→ RECORDS TO PROCESS
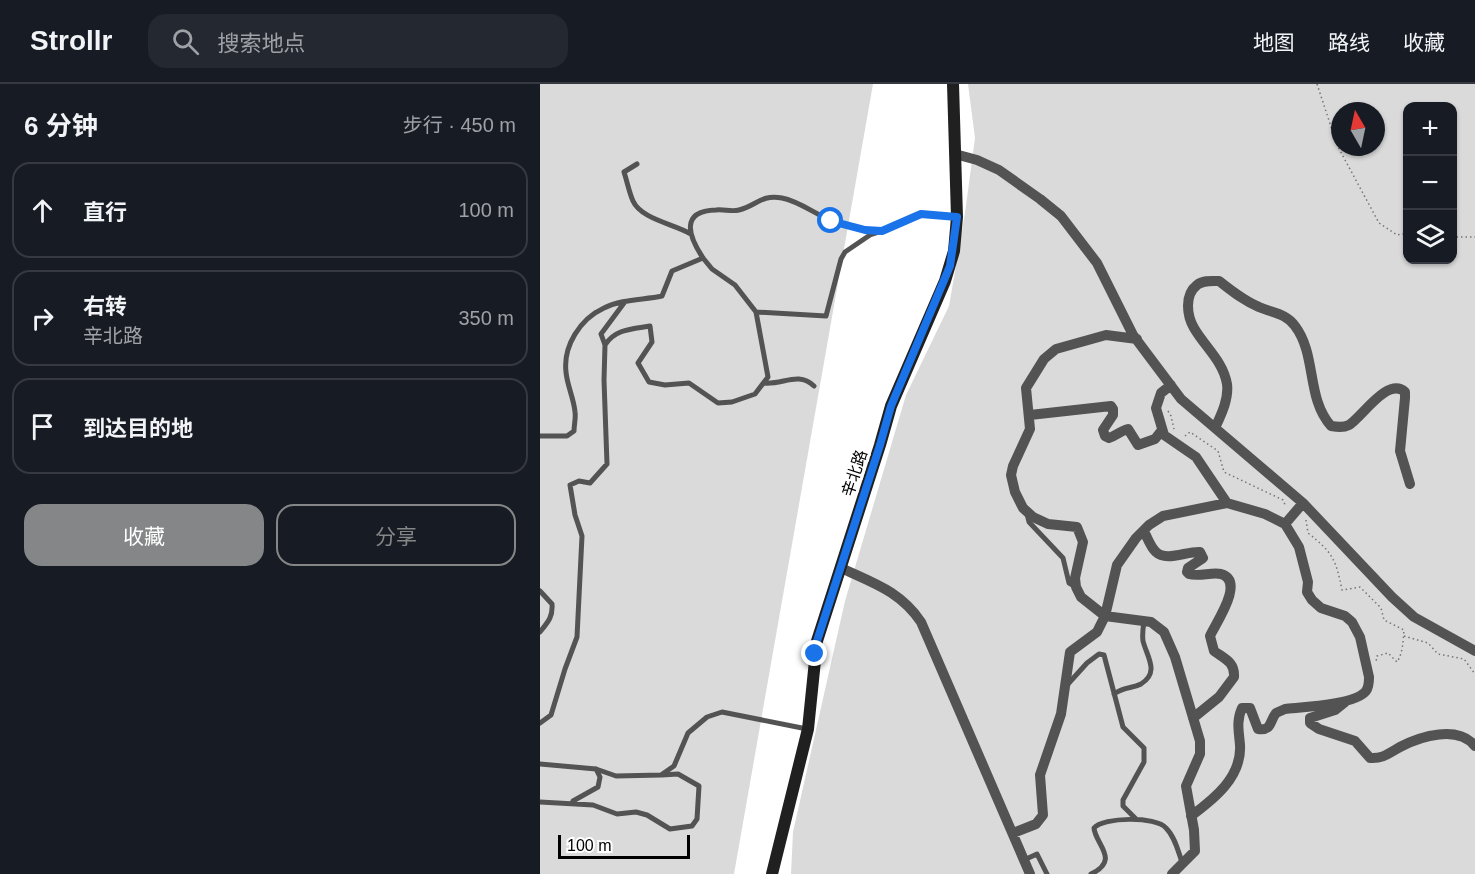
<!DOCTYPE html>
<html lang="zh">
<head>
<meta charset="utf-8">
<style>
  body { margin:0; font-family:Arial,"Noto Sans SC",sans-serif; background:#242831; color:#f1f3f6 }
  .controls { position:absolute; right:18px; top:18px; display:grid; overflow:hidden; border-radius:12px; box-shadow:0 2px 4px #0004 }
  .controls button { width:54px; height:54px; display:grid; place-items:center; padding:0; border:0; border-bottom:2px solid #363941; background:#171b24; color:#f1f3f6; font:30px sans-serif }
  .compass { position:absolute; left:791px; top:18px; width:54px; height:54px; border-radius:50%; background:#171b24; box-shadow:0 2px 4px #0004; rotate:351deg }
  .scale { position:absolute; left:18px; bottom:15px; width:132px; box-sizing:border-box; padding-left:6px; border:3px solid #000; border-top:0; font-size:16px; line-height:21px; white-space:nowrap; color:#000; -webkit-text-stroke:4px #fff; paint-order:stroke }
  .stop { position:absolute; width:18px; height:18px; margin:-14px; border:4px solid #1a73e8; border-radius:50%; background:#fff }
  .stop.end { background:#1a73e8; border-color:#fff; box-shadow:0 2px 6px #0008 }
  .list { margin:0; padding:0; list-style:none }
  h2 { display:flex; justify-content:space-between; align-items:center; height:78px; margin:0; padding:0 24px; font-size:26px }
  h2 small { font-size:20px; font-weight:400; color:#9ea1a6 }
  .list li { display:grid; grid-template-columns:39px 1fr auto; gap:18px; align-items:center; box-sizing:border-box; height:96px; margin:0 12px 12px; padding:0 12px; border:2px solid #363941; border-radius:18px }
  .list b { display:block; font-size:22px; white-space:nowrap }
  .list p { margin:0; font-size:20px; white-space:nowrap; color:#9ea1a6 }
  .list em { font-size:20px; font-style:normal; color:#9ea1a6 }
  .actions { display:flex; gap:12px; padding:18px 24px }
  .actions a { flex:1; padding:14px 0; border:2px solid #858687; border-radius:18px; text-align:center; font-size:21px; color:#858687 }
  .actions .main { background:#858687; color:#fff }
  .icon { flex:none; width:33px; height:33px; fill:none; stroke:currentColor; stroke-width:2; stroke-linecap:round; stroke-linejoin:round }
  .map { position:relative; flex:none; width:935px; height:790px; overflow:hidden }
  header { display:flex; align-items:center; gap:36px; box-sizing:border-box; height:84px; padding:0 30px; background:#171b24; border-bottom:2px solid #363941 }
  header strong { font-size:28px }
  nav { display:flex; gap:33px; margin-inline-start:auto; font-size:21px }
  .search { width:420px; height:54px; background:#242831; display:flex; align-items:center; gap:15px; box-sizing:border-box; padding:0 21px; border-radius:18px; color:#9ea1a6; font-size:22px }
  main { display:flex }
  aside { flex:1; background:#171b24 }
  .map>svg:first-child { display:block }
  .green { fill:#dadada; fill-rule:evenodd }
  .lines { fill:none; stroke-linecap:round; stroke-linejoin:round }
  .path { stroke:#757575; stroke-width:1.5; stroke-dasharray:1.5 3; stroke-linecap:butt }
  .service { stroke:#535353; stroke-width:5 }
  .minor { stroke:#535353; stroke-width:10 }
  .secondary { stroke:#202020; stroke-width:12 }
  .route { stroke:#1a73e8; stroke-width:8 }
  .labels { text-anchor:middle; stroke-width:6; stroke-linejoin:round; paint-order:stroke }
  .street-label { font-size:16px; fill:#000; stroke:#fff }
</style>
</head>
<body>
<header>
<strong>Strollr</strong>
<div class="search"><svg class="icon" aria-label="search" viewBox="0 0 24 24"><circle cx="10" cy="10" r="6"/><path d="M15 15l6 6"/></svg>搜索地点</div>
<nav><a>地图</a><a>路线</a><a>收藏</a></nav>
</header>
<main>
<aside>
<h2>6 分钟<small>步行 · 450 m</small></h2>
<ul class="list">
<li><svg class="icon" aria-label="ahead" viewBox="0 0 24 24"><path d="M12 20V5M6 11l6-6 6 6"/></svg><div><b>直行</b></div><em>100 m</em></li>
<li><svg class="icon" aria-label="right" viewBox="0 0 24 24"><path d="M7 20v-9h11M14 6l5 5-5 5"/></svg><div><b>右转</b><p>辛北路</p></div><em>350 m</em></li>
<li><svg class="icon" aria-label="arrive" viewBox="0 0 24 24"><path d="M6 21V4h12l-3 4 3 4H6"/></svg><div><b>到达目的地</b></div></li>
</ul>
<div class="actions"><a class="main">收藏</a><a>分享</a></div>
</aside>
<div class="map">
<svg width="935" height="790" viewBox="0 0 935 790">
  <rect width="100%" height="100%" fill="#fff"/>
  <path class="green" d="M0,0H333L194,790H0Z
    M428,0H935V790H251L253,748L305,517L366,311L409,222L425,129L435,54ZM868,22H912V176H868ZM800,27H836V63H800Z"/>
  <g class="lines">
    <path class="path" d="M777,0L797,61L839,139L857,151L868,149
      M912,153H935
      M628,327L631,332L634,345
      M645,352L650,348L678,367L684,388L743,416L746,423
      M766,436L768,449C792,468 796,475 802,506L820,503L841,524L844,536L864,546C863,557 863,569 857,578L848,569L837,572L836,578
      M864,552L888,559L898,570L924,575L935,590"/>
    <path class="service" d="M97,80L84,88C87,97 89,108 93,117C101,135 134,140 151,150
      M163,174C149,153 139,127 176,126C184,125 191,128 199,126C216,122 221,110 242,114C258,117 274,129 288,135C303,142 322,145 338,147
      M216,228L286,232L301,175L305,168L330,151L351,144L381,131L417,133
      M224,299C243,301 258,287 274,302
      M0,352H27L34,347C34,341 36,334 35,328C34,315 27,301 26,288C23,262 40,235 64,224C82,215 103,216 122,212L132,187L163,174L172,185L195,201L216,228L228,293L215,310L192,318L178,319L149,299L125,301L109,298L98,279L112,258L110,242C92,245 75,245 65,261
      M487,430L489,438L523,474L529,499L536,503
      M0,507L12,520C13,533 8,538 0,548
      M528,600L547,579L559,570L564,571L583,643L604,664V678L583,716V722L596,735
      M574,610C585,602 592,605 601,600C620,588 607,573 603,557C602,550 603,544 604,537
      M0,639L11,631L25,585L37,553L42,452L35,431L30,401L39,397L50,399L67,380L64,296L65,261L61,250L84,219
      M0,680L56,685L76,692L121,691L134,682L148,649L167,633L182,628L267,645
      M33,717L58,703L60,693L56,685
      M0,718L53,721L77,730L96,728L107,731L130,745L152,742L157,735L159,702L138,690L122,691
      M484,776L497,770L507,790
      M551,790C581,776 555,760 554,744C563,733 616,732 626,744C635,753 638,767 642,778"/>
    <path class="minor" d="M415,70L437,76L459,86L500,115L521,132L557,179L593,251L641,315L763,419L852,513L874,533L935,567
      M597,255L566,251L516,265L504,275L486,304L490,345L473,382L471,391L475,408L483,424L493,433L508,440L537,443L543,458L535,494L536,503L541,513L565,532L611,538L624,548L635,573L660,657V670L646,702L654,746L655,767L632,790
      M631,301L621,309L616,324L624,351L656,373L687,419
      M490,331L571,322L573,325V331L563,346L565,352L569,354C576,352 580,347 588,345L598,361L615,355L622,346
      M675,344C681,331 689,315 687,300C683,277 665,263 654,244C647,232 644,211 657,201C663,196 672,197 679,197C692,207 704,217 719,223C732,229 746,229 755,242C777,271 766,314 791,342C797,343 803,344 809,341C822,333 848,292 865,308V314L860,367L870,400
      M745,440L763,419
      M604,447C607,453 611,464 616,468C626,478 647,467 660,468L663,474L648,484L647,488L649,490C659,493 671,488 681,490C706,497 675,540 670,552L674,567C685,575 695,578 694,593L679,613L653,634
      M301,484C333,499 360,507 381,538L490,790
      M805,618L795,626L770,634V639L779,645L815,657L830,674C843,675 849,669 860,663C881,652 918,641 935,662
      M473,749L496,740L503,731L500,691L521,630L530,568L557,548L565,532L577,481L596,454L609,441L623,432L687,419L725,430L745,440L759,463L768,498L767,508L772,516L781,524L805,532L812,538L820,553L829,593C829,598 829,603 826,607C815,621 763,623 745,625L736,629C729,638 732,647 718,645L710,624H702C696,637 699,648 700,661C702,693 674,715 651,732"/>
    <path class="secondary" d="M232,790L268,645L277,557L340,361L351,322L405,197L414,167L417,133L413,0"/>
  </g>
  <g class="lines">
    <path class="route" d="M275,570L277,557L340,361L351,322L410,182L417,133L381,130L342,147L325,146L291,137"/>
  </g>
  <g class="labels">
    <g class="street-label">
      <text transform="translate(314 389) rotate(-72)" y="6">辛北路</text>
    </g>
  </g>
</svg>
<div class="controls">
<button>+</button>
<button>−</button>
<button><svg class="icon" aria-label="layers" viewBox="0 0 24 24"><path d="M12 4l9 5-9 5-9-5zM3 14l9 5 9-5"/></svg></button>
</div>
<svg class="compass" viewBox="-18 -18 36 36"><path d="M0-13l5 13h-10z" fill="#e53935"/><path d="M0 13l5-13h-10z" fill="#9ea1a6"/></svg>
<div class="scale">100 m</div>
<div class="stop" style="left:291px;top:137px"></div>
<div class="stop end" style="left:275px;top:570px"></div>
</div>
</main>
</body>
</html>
---
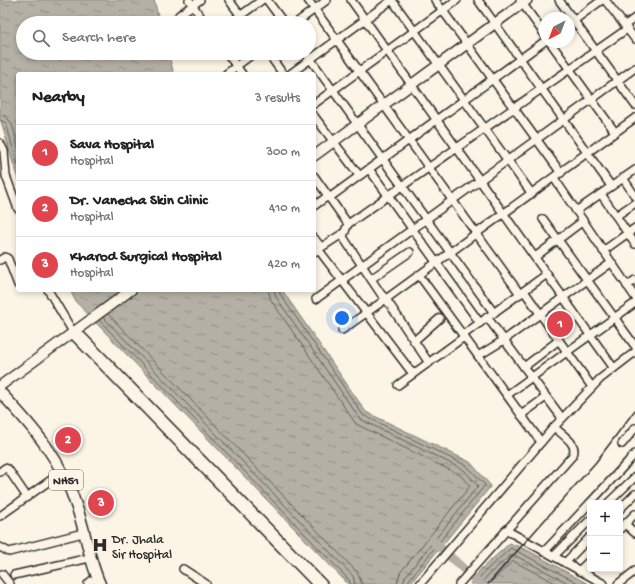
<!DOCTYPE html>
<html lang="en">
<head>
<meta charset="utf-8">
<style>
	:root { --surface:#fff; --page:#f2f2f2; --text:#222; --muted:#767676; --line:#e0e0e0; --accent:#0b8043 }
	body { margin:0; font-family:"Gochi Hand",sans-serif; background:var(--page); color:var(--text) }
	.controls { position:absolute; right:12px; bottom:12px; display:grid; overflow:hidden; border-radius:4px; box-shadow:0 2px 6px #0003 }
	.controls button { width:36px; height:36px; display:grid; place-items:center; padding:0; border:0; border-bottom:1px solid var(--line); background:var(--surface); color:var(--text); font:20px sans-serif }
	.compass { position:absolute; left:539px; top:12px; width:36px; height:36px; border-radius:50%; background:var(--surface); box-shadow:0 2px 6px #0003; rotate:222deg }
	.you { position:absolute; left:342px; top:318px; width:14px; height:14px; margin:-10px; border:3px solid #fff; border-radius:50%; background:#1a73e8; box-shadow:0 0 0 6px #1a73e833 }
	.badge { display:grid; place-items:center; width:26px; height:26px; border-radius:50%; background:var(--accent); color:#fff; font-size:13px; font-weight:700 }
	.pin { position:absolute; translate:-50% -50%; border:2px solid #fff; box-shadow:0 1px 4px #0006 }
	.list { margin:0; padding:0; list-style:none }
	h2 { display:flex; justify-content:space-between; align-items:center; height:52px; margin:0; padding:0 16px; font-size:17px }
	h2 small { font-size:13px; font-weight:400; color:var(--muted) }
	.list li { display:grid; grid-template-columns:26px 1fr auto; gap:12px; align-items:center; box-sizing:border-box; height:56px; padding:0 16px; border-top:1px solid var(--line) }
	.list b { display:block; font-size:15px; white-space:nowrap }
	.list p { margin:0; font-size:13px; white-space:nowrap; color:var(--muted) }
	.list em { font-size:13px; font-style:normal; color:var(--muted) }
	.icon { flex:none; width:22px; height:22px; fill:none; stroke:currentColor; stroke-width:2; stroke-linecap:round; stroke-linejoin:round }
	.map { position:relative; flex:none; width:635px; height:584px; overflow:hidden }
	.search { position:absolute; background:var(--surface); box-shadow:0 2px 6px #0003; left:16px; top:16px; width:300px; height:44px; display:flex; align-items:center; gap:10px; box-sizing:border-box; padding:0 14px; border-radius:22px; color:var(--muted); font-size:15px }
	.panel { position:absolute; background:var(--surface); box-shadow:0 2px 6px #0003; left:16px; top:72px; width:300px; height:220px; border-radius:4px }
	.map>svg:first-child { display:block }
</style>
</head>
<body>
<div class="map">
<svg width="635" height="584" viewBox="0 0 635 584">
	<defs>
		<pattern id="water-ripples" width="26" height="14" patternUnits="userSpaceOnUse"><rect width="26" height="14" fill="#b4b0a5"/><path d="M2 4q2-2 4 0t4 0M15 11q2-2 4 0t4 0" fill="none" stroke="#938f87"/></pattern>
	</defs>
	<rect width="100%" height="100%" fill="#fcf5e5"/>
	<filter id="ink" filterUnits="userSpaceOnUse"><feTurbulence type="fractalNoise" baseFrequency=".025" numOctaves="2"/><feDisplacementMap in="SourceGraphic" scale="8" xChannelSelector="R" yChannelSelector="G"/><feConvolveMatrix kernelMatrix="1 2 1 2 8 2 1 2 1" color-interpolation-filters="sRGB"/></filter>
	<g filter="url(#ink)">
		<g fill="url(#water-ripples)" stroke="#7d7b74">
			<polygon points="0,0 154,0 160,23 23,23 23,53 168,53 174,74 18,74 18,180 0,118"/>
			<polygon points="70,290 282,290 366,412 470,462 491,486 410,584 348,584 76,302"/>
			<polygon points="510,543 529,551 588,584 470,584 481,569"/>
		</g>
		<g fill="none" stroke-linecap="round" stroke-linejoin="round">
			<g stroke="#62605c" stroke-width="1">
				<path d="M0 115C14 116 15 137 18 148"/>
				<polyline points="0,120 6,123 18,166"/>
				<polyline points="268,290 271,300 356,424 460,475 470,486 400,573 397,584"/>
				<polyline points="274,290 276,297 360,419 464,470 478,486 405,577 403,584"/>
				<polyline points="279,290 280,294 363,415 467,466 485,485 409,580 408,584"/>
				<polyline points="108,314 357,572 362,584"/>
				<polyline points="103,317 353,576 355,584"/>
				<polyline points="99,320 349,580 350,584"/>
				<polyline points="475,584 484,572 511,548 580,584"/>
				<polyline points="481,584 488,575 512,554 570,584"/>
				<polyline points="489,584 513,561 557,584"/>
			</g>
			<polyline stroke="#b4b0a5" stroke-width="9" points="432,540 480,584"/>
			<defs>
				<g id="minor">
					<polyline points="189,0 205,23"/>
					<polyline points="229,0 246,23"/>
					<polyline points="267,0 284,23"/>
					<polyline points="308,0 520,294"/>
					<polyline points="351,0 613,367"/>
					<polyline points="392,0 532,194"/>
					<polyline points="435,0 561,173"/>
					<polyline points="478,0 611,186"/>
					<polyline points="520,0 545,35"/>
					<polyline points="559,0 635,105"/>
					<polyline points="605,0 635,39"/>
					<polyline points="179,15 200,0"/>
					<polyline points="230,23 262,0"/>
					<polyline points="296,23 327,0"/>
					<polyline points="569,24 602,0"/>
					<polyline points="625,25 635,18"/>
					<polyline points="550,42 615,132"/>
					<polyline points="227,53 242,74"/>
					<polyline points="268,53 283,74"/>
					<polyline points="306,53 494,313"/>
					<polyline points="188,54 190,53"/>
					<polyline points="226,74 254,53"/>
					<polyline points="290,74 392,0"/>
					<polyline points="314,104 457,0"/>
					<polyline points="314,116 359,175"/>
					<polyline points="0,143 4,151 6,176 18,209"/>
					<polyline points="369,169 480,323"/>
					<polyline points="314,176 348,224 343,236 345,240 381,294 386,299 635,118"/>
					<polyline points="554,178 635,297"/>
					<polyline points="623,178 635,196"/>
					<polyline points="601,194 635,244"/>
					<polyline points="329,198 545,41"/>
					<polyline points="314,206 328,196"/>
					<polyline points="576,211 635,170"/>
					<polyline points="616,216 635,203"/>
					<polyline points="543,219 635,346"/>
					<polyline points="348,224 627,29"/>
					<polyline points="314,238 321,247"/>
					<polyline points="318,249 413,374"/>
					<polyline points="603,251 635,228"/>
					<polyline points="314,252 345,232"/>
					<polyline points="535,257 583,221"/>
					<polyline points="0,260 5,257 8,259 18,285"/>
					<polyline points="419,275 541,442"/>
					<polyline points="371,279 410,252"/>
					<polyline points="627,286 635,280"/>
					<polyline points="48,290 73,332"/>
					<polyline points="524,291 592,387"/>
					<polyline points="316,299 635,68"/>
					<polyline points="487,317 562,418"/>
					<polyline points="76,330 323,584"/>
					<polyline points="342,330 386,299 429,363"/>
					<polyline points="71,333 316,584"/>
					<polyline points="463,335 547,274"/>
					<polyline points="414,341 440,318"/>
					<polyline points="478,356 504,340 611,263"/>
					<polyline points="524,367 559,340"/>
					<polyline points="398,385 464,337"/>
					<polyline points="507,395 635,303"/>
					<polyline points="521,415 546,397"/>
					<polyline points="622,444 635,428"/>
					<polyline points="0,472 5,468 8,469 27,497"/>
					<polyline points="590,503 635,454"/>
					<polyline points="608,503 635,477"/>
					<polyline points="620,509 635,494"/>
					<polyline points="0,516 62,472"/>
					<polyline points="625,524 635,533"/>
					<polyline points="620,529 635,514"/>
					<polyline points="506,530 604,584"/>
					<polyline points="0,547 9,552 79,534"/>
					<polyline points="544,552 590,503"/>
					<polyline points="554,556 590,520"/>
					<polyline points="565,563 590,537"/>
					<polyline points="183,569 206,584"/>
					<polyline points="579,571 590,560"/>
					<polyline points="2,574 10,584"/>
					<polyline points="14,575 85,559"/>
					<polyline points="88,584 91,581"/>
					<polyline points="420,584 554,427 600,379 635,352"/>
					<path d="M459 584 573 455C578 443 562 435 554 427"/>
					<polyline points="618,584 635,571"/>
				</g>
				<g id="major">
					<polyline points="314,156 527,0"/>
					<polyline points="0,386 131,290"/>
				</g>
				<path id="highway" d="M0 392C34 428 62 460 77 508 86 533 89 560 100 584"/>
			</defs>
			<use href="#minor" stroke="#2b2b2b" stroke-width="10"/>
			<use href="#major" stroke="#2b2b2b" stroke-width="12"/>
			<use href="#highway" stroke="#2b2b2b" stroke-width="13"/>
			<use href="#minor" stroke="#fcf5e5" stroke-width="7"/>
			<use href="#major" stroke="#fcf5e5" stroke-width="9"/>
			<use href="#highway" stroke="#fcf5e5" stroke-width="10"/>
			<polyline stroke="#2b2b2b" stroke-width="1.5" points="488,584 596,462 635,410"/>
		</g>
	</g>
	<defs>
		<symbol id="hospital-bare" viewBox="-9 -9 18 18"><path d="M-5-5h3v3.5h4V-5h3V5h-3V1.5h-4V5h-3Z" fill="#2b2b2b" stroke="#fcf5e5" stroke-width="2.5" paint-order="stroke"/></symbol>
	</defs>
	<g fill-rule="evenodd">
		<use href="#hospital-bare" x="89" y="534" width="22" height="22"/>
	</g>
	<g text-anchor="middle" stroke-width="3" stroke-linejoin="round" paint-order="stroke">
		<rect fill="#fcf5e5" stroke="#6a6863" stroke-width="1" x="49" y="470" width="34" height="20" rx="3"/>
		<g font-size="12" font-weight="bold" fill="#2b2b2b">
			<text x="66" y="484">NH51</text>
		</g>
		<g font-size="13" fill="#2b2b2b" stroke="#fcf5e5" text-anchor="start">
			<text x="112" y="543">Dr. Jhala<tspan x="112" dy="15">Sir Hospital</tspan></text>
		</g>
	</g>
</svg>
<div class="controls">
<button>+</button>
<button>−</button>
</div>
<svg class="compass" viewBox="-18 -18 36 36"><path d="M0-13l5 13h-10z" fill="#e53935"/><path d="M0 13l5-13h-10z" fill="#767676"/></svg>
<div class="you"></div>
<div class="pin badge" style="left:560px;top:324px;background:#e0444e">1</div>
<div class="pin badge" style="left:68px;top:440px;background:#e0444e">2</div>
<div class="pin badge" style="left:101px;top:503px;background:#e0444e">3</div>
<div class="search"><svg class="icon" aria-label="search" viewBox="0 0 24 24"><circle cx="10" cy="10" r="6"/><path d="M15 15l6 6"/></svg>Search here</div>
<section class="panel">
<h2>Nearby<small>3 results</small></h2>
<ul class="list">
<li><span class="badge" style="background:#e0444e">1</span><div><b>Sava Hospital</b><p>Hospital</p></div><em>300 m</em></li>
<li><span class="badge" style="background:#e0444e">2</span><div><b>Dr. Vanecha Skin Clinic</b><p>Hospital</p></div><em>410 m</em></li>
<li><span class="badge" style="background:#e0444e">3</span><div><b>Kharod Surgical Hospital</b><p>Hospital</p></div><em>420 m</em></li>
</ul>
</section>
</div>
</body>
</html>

→ AIM OF THE EXERCISE
Reproduce, exactly as they stand in the data above, the lines from the one that holds "width:36px; height:36px; display:grid;" to the one that holds "position:absolute; left:539px; top:12px;", inclusive.

→ RESULT
	.controls button { width:36px; height:36px; display:grid; place-items:center; padding:0; border:0; border-bottom:1px solid var(--line); background:var(--surface); color:var(--text); font:20px sans-serif }
	.compass { position:absolute; left:539px; top:12px; width:36px; height:36px; border-radius:50%; background:var(--surface); box-shadow:0 2px 6px #0003; rotate:222deg }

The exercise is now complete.